[[ Records for the task open ]]

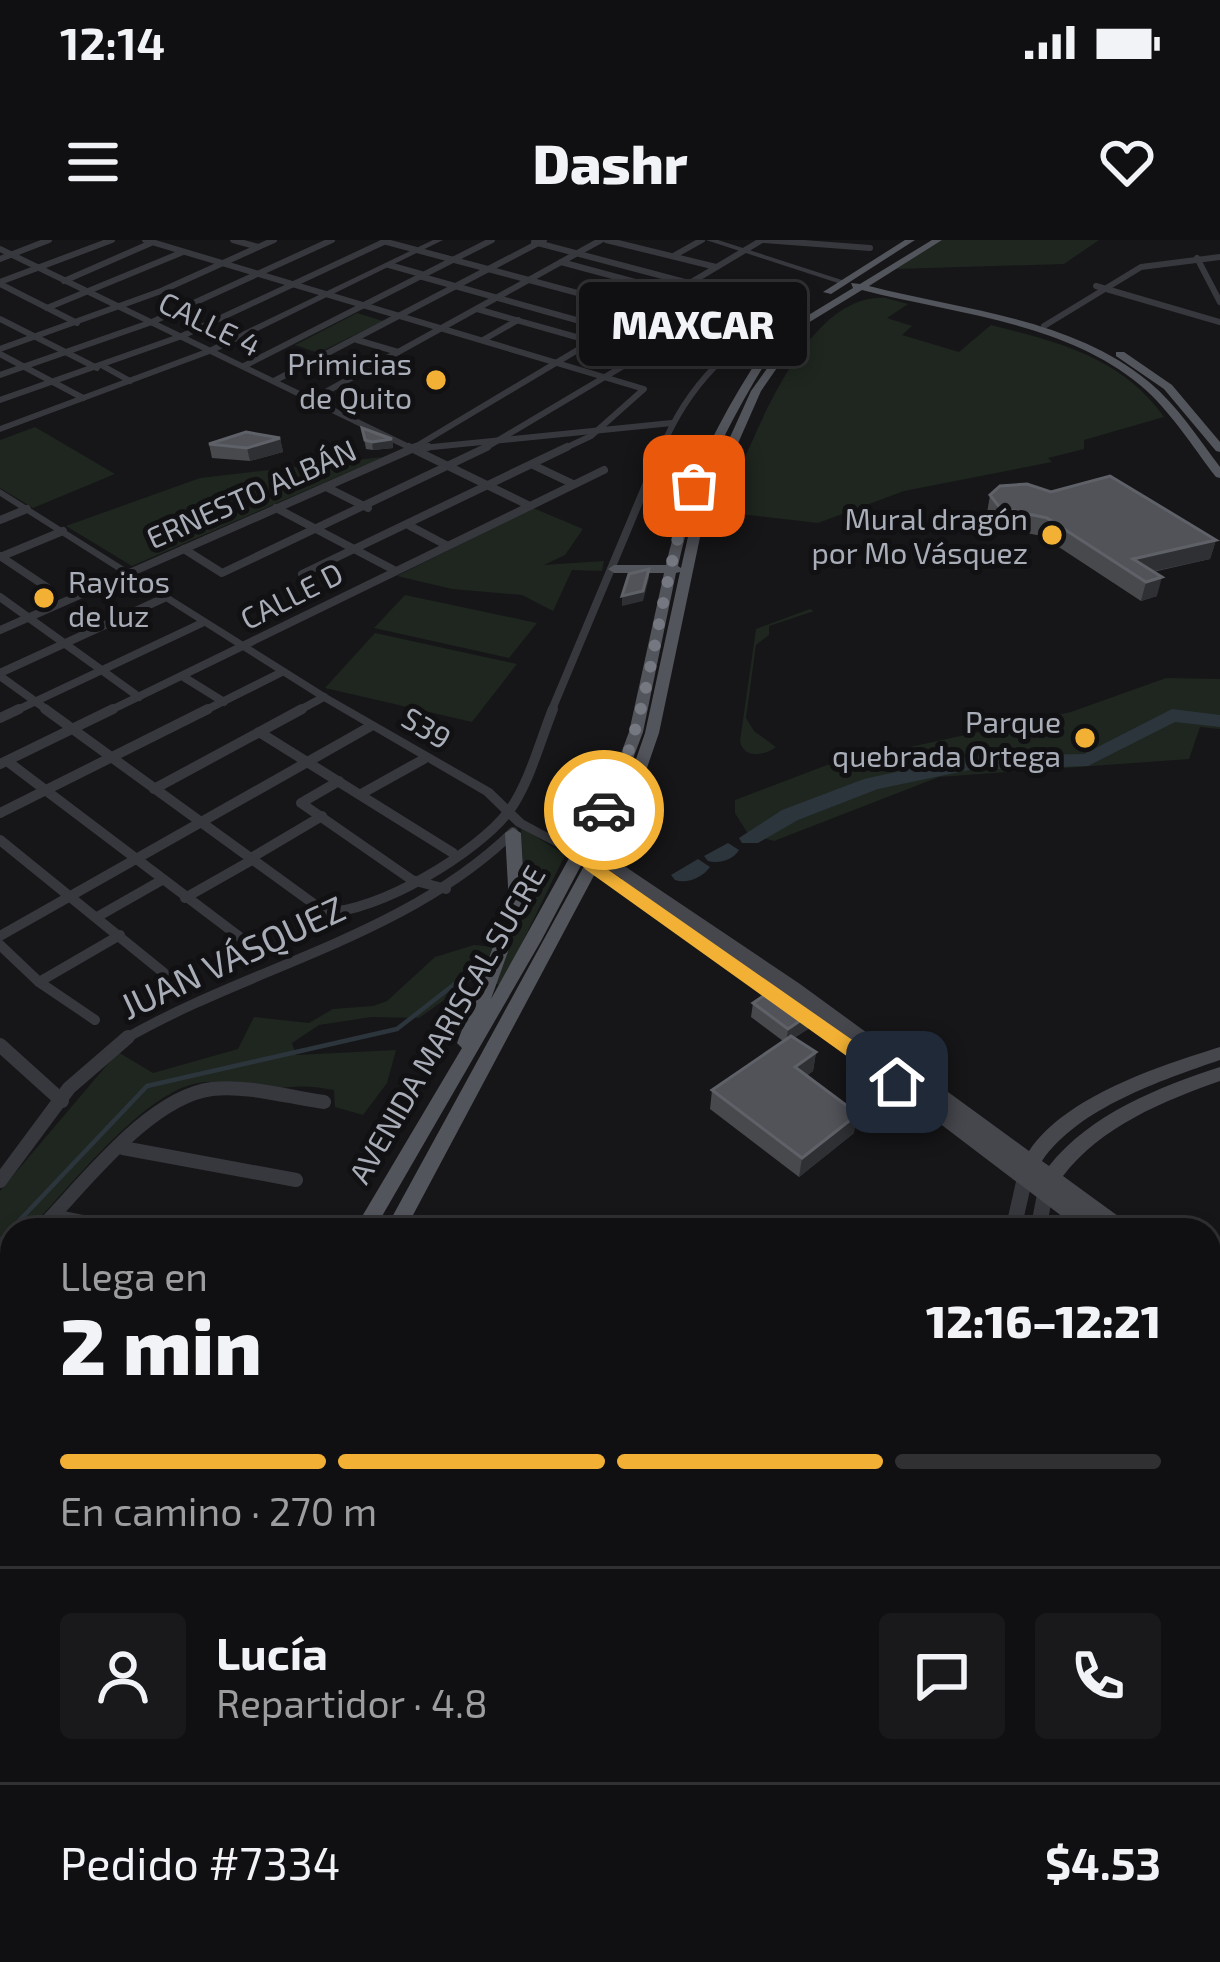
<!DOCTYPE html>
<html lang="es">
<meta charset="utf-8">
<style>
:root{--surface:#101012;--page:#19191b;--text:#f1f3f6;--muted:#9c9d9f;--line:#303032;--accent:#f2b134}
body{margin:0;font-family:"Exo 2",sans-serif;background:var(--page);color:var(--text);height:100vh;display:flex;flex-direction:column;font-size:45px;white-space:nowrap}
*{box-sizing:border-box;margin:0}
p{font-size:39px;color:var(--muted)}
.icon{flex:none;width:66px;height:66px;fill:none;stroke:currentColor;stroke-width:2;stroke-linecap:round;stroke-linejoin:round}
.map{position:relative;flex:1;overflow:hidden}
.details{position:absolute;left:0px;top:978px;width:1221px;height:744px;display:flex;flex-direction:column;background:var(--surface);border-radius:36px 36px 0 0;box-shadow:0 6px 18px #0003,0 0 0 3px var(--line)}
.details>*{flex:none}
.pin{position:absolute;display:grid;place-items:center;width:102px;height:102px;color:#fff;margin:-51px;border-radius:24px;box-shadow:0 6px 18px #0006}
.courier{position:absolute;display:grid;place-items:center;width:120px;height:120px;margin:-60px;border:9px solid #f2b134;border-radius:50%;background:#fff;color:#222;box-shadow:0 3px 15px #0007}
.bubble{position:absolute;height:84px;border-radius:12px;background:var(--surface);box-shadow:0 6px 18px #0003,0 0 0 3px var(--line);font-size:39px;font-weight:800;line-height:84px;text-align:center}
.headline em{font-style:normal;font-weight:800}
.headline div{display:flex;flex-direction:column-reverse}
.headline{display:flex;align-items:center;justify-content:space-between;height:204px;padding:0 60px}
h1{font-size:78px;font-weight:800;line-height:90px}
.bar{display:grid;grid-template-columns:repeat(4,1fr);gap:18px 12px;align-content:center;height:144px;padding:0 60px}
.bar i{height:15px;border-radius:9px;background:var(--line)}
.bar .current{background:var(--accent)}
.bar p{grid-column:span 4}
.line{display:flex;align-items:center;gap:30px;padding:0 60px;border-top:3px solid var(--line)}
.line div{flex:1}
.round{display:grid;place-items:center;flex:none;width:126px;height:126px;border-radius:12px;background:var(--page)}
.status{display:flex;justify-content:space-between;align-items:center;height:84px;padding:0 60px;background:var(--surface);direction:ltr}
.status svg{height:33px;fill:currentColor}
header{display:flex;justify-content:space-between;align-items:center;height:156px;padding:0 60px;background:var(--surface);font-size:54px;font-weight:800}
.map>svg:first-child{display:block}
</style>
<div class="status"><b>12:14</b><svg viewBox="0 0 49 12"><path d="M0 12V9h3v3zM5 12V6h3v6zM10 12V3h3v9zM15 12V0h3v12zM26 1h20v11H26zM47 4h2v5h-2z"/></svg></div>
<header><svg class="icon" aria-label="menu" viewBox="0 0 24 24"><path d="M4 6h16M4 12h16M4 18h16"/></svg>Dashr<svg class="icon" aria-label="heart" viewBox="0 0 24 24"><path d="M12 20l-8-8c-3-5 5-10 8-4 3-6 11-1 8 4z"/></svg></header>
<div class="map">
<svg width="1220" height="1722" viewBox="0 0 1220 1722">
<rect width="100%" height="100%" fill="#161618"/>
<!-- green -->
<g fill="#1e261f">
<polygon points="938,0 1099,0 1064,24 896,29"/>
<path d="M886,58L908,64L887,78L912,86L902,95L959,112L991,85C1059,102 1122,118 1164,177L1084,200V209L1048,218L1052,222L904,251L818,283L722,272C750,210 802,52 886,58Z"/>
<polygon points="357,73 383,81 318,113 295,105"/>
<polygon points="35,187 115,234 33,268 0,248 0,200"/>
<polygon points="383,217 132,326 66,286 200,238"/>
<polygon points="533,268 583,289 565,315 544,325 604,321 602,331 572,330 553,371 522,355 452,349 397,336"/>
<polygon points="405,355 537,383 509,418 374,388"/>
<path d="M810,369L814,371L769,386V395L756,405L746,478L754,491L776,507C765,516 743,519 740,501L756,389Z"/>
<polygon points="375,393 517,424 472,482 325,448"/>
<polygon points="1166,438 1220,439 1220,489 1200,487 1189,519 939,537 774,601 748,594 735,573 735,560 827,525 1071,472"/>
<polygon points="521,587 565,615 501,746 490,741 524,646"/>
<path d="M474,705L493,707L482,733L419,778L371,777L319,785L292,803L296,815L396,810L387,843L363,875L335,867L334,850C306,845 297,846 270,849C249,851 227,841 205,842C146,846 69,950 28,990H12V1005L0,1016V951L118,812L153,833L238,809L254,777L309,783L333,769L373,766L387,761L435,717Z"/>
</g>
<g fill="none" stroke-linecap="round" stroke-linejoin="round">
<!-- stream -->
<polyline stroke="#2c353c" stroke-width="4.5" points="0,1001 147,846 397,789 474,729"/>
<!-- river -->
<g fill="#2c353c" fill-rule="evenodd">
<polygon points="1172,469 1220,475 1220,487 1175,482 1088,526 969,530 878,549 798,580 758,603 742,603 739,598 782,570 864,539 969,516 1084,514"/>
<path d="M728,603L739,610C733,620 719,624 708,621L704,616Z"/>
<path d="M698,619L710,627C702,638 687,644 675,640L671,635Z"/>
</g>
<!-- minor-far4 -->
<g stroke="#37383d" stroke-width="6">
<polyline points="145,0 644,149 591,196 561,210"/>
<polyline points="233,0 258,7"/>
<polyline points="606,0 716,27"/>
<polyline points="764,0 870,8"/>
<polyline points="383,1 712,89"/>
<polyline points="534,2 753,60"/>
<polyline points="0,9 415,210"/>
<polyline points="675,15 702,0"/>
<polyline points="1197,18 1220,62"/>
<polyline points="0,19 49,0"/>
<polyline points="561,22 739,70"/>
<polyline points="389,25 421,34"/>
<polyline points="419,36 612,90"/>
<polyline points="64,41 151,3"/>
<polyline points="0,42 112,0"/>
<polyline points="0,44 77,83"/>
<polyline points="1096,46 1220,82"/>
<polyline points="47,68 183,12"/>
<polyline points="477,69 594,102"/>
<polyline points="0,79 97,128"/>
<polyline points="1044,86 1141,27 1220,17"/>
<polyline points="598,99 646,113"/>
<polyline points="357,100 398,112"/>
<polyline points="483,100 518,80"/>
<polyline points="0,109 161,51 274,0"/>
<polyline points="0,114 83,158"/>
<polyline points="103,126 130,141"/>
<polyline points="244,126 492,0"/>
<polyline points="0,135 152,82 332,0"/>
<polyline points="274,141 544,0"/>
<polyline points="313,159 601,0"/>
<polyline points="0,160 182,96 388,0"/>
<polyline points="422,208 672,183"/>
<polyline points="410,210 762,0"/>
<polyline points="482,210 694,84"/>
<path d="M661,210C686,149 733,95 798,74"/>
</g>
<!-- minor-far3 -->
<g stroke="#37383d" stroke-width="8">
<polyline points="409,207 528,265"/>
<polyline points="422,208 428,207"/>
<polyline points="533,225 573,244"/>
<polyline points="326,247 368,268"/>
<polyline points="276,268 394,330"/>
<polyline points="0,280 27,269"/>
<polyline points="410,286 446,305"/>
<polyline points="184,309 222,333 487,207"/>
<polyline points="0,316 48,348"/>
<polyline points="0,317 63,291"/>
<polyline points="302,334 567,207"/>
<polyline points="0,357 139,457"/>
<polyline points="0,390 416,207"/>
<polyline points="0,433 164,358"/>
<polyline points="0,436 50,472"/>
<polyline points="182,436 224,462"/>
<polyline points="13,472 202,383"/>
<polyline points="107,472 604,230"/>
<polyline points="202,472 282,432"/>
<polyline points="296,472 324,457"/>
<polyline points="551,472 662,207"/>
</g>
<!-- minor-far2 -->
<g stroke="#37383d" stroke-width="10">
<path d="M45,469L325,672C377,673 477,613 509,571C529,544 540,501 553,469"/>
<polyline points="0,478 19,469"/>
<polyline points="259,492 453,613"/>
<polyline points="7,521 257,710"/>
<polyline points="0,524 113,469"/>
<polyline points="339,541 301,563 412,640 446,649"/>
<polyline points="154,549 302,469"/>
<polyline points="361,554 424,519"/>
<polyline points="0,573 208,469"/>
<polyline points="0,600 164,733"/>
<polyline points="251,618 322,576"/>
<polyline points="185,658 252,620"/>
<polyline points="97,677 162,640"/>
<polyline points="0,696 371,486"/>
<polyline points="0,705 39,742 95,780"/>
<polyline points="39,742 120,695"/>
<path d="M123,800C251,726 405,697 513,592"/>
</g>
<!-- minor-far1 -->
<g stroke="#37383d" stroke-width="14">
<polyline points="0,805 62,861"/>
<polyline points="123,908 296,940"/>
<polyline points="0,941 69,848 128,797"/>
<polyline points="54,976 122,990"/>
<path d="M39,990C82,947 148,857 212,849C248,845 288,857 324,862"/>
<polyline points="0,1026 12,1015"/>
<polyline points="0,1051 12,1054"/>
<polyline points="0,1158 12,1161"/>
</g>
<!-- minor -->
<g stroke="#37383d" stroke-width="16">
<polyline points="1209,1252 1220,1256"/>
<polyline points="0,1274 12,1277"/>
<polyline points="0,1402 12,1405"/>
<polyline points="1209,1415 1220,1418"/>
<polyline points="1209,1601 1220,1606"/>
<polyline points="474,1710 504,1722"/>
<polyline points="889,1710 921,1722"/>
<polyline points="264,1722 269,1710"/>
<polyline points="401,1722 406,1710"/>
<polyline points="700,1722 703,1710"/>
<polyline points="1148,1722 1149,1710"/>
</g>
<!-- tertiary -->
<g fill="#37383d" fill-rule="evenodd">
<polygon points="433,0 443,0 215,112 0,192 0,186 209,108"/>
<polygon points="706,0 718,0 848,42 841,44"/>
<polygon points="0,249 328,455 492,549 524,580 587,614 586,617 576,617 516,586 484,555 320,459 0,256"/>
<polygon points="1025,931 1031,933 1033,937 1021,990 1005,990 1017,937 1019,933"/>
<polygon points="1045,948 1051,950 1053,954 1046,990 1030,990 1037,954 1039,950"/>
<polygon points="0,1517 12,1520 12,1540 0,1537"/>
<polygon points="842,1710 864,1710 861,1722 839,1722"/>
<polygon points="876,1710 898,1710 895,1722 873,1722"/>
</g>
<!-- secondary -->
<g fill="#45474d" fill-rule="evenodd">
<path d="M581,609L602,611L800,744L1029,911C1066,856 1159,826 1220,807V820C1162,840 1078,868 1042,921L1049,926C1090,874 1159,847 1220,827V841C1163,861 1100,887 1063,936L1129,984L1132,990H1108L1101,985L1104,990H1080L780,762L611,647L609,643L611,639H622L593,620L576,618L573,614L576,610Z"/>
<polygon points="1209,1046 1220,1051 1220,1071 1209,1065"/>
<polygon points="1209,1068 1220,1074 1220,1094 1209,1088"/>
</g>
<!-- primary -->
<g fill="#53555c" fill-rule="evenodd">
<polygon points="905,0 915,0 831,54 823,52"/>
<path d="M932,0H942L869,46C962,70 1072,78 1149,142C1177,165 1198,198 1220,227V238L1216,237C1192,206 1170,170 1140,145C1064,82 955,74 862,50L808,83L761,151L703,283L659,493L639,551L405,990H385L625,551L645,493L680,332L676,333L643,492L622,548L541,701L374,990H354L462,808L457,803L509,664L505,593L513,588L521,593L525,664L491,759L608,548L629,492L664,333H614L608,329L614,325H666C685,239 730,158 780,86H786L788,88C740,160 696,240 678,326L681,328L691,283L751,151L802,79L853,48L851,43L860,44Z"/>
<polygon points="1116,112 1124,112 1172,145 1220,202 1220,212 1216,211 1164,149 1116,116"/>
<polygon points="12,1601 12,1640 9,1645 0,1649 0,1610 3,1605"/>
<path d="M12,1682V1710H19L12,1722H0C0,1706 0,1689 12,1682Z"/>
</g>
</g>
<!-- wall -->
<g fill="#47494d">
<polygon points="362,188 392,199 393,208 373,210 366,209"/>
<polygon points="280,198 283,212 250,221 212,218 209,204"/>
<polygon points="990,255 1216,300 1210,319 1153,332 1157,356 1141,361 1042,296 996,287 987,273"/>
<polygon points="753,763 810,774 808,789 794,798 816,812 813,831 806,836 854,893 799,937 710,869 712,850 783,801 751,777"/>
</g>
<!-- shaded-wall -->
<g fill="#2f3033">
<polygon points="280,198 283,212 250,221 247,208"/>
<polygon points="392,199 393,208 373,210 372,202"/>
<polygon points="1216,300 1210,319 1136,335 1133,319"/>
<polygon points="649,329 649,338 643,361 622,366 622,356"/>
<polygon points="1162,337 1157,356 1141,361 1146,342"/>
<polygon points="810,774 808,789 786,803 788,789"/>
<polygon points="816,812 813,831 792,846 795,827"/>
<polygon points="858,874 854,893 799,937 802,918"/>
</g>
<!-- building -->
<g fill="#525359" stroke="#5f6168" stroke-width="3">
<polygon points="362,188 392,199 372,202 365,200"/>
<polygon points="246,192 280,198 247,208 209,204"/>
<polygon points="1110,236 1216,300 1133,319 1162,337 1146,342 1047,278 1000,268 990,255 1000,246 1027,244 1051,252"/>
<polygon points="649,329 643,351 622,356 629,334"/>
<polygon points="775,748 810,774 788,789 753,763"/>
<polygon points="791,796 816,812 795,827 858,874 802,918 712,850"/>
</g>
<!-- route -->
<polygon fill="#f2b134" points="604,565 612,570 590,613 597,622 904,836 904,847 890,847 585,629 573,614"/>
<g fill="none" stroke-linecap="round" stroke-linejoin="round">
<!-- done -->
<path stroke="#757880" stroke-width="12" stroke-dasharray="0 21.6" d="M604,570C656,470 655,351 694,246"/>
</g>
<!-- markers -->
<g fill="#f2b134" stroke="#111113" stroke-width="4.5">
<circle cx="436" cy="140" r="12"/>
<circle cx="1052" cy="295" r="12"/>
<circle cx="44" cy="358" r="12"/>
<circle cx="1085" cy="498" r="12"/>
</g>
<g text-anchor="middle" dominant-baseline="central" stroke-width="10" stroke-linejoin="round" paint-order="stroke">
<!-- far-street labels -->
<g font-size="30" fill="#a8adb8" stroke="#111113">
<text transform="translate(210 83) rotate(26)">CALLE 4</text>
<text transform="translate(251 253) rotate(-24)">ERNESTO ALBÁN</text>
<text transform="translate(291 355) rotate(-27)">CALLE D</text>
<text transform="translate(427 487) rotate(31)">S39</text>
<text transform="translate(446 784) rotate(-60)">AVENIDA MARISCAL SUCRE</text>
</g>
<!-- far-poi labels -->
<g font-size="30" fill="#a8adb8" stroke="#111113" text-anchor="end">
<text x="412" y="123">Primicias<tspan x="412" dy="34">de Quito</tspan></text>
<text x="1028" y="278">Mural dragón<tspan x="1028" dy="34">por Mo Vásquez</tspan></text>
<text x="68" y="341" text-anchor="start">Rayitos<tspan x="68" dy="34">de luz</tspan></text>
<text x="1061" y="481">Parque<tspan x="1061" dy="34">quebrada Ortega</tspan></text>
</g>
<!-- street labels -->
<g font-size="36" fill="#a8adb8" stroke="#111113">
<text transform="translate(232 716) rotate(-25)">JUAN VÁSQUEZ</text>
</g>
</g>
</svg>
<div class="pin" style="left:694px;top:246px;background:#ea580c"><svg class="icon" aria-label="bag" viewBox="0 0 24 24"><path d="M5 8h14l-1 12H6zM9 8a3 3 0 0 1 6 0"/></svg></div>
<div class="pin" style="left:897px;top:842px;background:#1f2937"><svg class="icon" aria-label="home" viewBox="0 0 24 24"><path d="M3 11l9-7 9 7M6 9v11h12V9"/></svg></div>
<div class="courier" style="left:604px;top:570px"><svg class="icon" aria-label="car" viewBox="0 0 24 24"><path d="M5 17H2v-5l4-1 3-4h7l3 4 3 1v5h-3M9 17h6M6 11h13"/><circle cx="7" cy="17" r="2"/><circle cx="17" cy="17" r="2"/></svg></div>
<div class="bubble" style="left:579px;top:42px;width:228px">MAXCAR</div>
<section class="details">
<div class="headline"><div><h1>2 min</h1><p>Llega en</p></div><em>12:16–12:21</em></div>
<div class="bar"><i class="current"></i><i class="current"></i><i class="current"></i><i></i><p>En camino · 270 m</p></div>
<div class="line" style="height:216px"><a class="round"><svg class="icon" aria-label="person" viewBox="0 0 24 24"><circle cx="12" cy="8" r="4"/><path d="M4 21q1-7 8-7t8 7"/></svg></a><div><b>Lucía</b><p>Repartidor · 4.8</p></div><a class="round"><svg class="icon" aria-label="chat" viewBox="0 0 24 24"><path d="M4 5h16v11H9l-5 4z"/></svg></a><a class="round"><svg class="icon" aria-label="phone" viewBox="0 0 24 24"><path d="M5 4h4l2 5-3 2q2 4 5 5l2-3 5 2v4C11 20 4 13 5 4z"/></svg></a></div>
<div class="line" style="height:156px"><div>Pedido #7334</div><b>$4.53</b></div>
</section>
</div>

[[ Records for the task closed ]]

Work task:
Go through the records and report each line that contains "margin".

Response area:
body{margin:0;font-family:"Exo 2",sans-serif;background:var(--page);color:var(--text);height:100vh;display:flex;flex-direction:column;font-size:45px;white-space:nowrap}
*{box-sizing:border-box;margin:0}
.pin{position:absolute;display:grid;place-items:center;width:102px;height:102px;color:#fff;margin:-51px;border-radius:24px;box-shadow:0 6px 18px #0006}
.courier{position:absolute;display:grid;place-items:center;width:120px;height:120px;margin:-60px;border:9px solid #f2b134;border-radius:50%;background:#fff;color:#222;box-shadow:0 3px 15px #0007}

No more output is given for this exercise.